The heart breaks and breaks, and lives by breaking. — Stanley Kunitz


There is a sneaking suspicion in the deepest of my neurons that home is who you hang your thoughts on. Every day I seek a frame of reference, a frame of happening on whom to hang mine. But when I’m not strong enough to believe there might be someone who could bear the mind I bare, I mean on the nights when I shuffle home just wrung the hell out, the bluesmen are the ones who’re there.

The blues are a compulsive suspension of disbelief. You don’t listen to the blues; you drag yourself on hands and knees into their embrace and hold onto them as tightly and for as long as you can. When your ribcage goes numb from the metronomic smack of that impulse to get gone, you find yourself curled up with their unrelenting lack like a drunk coming to on the cold tile floor, and wrestling the music into something that makes life gloriously livable once again. The blues are what you do with not being enough.
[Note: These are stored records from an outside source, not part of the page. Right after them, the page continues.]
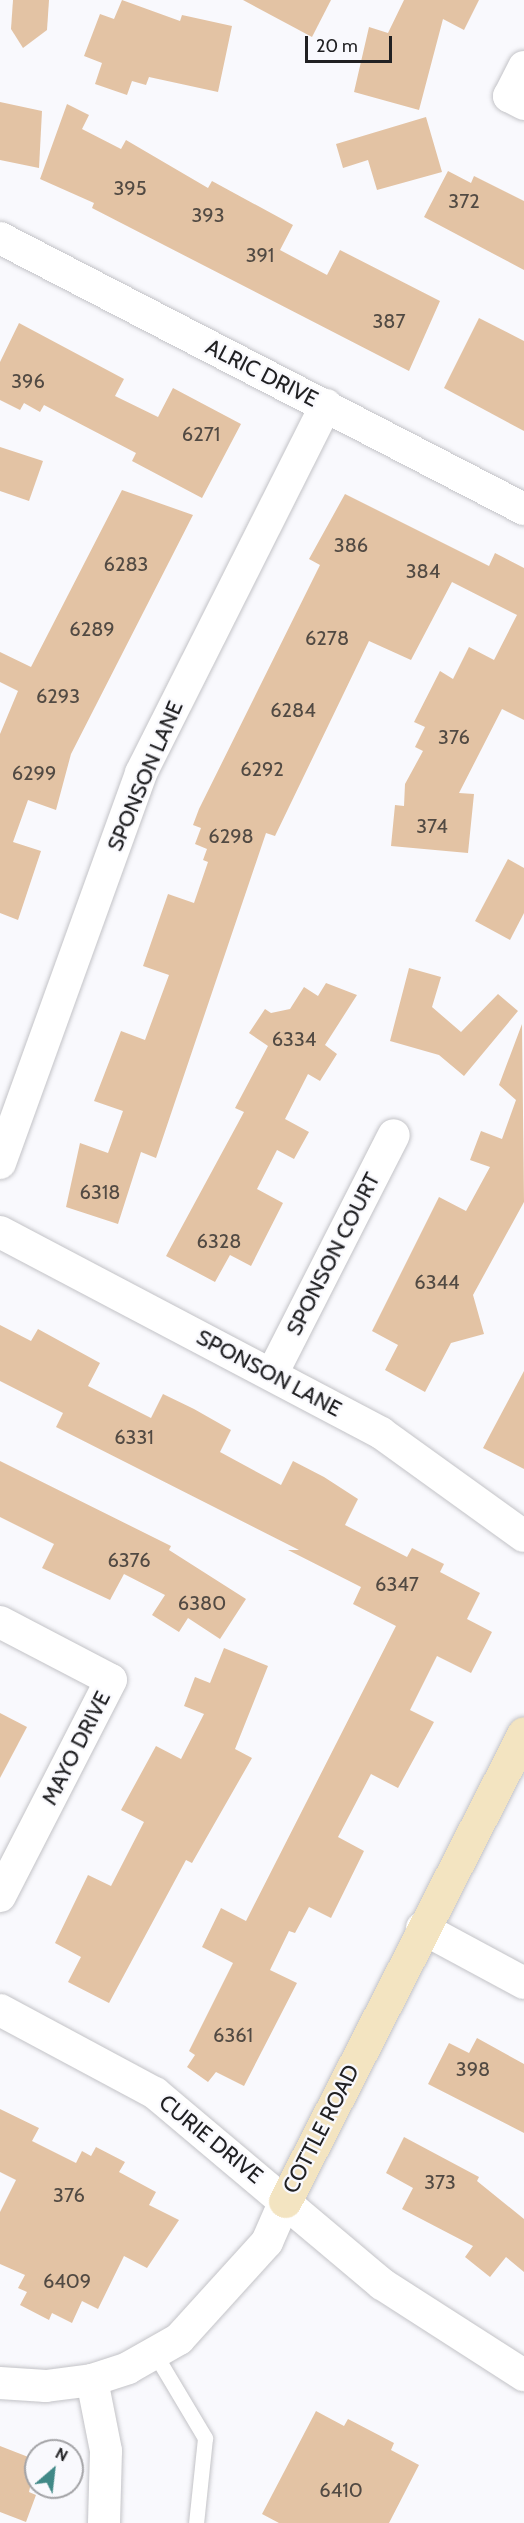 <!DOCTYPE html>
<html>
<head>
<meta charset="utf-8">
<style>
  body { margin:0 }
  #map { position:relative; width:524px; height:2523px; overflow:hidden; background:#f9f9fd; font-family:Cabin,sans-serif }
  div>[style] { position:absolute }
  .building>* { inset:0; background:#e3c3a4 }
  .roads { filter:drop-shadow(0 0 2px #c3c3c7) drop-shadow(0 0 2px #c3c3c7) }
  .lane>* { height:15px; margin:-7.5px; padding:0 7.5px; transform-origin:7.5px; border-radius:7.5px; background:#fff }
  .street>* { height:32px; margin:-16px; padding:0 16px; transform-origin:16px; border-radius:16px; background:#fff }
  .secondary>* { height:33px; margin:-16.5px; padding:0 16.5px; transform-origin:16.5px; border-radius:16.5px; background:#f3e4c1 }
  span { translate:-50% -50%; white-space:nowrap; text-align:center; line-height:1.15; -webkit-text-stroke:4.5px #f9f9fd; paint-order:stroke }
  .number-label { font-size:20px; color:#524a43 }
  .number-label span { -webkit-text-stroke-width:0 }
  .street-label { font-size:22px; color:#212123 }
  .north { position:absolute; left:24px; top:2439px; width:60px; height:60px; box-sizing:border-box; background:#f9f9fd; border:2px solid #a3a3a6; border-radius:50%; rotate:28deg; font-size:16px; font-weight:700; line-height:24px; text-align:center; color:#212123 }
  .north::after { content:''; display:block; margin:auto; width:21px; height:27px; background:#418987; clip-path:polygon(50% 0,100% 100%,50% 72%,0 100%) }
  .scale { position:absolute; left:305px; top:36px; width:87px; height:27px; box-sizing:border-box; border:3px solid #212123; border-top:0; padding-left:8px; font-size:18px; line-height:21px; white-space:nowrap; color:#212123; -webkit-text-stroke:4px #f9f9fd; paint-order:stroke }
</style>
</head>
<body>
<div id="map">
  <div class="building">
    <div style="clip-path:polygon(13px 0,49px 0,47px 30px,23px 48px,11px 29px)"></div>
    <div style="clip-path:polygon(122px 0,180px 21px,182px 15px,232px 26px,218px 92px,149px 77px,146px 85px,132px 81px,127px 95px,95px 84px,102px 63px,84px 56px,100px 14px,114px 19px)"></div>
    <div style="clip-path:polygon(243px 0,331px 0,312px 37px)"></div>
    <div style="clip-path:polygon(404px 0,479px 0,464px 30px,443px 19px,419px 110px,354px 92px,369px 27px,388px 33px)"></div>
    <div style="clip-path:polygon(0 102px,42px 111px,39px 168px,0 160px)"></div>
    <div style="clip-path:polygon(67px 104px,89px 115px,82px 129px,121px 149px,126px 140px,208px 188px,212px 181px,293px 225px,280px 250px,327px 275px,340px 250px,440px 301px,409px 371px,92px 208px,94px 203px,40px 179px)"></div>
    <div style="clip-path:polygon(426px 117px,442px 172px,377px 190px,368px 160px,343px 168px,336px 144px)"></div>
    <div style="clip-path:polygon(448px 171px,471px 183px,474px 176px,524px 201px,524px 270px,424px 217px)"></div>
    <div style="clip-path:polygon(479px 318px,524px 341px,524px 431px,444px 388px)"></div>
    <div style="clip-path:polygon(19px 323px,124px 379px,115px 396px,158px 417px,173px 388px,241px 424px,202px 498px,132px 461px,136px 453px,44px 405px,40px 412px,24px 403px,20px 410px,0 400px,0 362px)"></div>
    <div style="clip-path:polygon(0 447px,43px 461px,29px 501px,0 491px)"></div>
    <div style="clip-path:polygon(122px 490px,193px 515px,71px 754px,56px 810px,28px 800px,13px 842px,41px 851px,18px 920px,0 913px,0 734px,18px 691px,0 682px,0 652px,31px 667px)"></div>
    <div style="clip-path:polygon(345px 494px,489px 566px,495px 553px,524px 568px,524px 720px,502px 709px,459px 793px,474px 794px,468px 853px,391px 846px,395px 805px,404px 806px,405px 784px,423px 751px,415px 747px,425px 727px,414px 722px,440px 671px,453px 679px,469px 647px,494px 660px,517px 615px,452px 582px,411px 660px,369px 641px,275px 836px,266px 833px,156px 1158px,141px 1152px,118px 1224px,66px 1207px,80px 1143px,108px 1153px,123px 1111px,94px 1101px,121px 1031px,145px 1040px,169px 975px,143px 966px,168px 894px,194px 903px,208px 862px,203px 860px,207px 849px,195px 844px,201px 828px,193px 825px,199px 809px,320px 565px,309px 559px)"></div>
    <div style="clip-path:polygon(508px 859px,524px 868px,524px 913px,510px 940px,475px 921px)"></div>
    <div style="clip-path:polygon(409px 968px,441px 977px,432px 1007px,461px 1032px,498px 994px,518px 1011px,464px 1076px,439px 1055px,390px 1041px)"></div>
    <div style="clip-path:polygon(326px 983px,357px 995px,325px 1045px,337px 1054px,320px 1081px,308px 1074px,285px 1119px,309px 1132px,294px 1159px,277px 1150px,257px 1189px,283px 1203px,251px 1266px,230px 1255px,215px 1282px,166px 1256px,244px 1112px,235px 1108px,268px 1046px,249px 1033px,265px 1009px,271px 1013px,290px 1009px,304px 987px,318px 996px)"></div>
    <div style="clip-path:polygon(522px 1024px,524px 1202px,473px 1295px,484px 1334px,451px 1343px,425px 1392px,385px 1370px,398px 1345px,372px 1331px,439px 1197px,466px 1211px,490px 1167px,470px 1160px,481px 1131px,502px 1139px,516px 1100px,499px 1085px)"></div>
    <div style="clip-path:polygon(0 1325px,31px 1341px,38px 1329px,100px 1363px,88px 1386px,151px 1418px,163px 1394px,194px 1409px,231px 1430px,220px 1452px,281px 1485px,293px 1461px,324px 1477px,358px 1499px,345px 1525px,407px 1557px,412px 1548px,444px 1564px,440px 1572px,480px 1593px,467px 1619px,492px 1632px,471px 1673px,437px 1656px,410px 1710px,434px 1722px,398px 1788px,371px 1774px,338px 1837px,364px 1851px,331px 1918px,309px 1907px,295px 1933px,289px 1931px,270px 1970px,297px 1983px,244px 2086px,216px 2072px,208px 2082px,187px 2067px,195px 2055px,189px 2051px,233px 1963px,202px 1947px,221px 1908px,246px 1921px,396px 1626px,353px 1604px,361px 1587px,288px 1550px,299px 1550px,56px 1427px,63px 1413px,0 1381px)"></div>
    <div style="clip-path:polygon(524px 1371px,524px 1469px,483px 1448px)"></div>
    <div style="clip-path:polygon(0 1461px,171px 1546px,169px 1550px,246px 1599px,220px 1639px,188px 1618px,179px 1632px,152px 1615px,165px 1595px,124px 1574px,110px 1600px,42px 1568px,54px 1544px,0 1517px)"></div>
    <div style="clip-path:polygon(224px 1648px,268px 1666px,235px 1749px,252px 1758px,192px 1863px,186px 1860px,109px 2003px,68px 1982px,81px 1957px,55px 1943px,88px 1875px,111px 1886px,144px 1822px,121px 1810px,156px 1746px,181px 1759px,204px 1714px,184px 1706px,195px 1677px,210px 1683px)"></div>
    <div style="clip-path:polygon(0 1713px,27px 1727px,0 1778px)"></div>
    <div style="clip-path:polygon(477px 2038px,524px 2064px,524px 2133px,428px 2084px,449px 2043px,469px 2053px)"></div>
    <div style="clip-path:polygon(0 2109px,39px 2128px,32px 2141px,76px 2163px,82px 2151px,91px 2156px,96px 2147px,125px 2162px,119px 2172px,156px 2192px,149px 2205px,179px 2220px,147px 2268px,124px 2256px,98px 2309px,82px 2301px,72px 2323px,52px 2313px,49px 2320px,20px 2305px,27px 2292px,18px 2288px,25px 2275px,0 2264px,0 2212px,16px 2180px,0 2172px)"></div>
    <div style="clip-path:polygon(404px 2137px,479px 2177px,477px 2181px,524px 2219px,524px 2272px,506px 2257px,490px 2277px,465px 2257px,473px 2246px,402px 2209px,413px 2188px,386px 2173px)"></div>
    <div style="clip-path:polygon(316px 2411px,344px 2426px,348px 2419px,394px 2443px,391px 2450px,419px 2465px,389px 2523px,279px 2523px,262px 2514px)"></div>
    <div style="clip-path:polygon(0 2446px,36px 2460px,29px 2492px,36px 2495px,26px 2522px,0 2512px)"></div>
  </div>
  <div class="roads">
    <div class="lane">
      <div style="left:155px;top:2354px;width:98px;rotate:59.2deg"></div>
      <div style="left:205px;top:2438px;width:85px;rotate:96deg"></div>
    </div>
    <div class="street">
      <div style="left:524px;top:67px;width:33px;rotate:117deg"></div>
      <div style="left:509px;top:96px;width:17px;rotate:28deg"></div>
      <div style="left:0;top:238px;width:590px;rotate:27.35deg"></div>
      <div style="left:0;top:1163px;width:415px;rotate:-70.1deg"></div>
      <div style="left:141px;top:773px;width:412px;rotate:-63.3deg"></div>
      <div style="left:0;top:1232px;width:431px;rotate:27.8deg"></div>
      <div style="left:381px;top:1433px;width:176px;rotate:35.8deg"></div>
      <div style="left:272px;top:1374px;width:268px;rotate:-63deg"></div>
      <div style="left:0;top:1622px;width:125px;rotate:27.6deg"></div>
      <div style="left:111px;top:1680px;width:243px;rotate:117.2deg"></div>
      <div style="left:422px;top:1928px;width:116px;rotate:28.3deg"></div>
      <div style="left:0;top:2010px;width:176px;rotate:28.2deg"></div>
      <div style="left:155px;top:2093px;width:297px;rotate:40.1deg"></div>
      <div style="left:382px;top:2284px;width:169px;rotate:32.7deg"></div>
      <div style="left:92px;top:2380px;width:72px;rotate:78.8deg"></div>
      <div style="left:106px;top:2451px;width:72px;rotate:91.6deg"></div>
      <div style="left:0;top:2383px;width:46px;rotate:3.7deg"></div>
      <div style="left:46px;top:2386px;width:46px;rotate:-7.4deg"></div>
      <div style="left:92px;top:2380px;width:38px;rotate:-18deg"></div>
      <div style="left:128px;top:2368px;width:59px;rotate:-29.6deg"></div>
      <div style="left:179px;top:2339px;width:131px;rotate:-47.8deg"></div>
      <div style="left:267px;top:2242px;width:45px;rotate:-66.3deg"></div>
    </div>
    <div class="secondary">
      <div style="left:285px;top:2201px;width:525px;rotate:-62.95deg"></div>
    </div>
  </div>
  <div class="number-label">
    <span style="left:130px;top:188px">395</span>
    <span style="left:464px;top:201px">372</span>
    <span style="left:208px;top:215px">393</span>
    <span style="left:260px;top:255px">391</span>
    <span style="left:389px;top:321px">387</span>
    <span style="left:28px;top:381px">396</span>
    <span style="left:201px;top:434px">6271</span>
    <span style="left:351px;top:545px">386</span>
    <span style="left:126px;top:564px">6283</span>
    <span style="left:423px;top:571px">384</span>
    <span style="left:92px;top:629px">6289</span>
    <span style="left:327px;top:638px">6278</span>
    <span style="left:58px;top:696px">6293</span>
    <span style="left:293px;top:710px">6284</span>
    <span style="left:454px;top:737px">376</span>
    <span style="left:262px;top:769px">6292</span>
    <span style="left:34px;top:773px">6299</span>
    <span style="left:432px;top:826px">374</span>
    <span style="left:231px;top:836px">6298</span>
    <span style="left:294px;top:1039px">6334</span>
    <span style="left:100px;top:1192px">6318</span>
    <span style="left:219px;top:1241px">6328</span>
    <span style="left:437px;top:1282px">6344</span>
    <span style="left:134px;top:1437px">6331</span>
    <span style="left:129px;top:1560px">6376</span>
    <span style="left:397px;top:1584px">6347</span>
    <span style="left:202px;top:1603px">6380</span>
    <span style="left:233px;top:2035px">6361</span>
    <span style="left:473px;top:2069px">398</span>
    <span style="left:440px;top:2182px">373</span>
    <span style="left:69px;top:2195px">376</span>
    <span style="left:67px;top:2281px">6409</span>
    <span style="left:341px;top:2490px">6410</span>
  </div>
  <div class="street-label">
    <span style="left:262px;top:373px;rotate:27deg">ALRIC DRIVE</span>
    <span style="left:145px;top:776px;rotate:-67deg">SPONSON LANE</span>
    <span style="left:333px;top:1254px;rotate:-63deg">SPONSON COURT</span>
    <span style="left:269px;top:1373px;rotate:28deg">SPONSON LANE</span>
    <span style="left:76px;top:1748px;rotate:-63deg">MAYO DRIVE</span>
    <span style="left:321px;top:2129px;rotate:-63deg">COTTLE ROAD</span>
    <span style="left:211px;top:2139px;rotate:39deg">CURIE DRIVE</span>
  </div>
  <div class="north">N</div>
  <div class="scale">20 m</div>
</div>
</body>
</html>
It starts with a lopsided beat that speaks to the way nothing quite syncs up in your head. Uneven fits of instrumentation run flush and level together. The harmonica caterwauls, the bluesman drags his voice through the mud, and together they scrape away the residue of outrage you feel toward the conveniences that have atrophied your will, and your own consequent insufficiency. Their hoarse runs pack every angry misgiving into that chasm between how things are and how they ought to be, compress the doubt you’ve hatefully cultivated into a pining for more and more and more until you cry uncle.

The bridge hits. You’d better sit down now.

You wrench your heartbeat into a matching arrhythmia to keep time with the crooked soul of syncopation, and when the piano wraps itself round the bass and the drums spot weld them together, when the beat hits that sweet spot– you know that spot– it uncoils over your shoulders in a convulsive roll. Before you can recover, the guitar keens, the horns and brass begin to wail these flattened chords that knock every stubborn burr off the spliced and soldered fragments of your heart, and the friction from it breaks you down into a shaky, feverish shell.

The weary rest between one beat and the next is enough to tell you that you cannot be for the ones you love, because they are not for you. You are all for yourselves, even while you resolutely seek something, someone, to be for. Despite your best efforts, here you are as home as you’ll ever be.

But the inclement mercy of the blues is that you become okay with not being okay. A calm stems from the music’s disquiet, a euphoric release is borne on the musician’s rundown of letdowns. disconnected revelers congregate around the music that celebrates their malcontent and lionizes their fallibility.

So hold on to those blues until your body is one big white-knuckled fist, and yell for more, always more. Hold on til they learn not to let you go.

The most dangerous thing I know is that beats cling to rests, and rests to beats.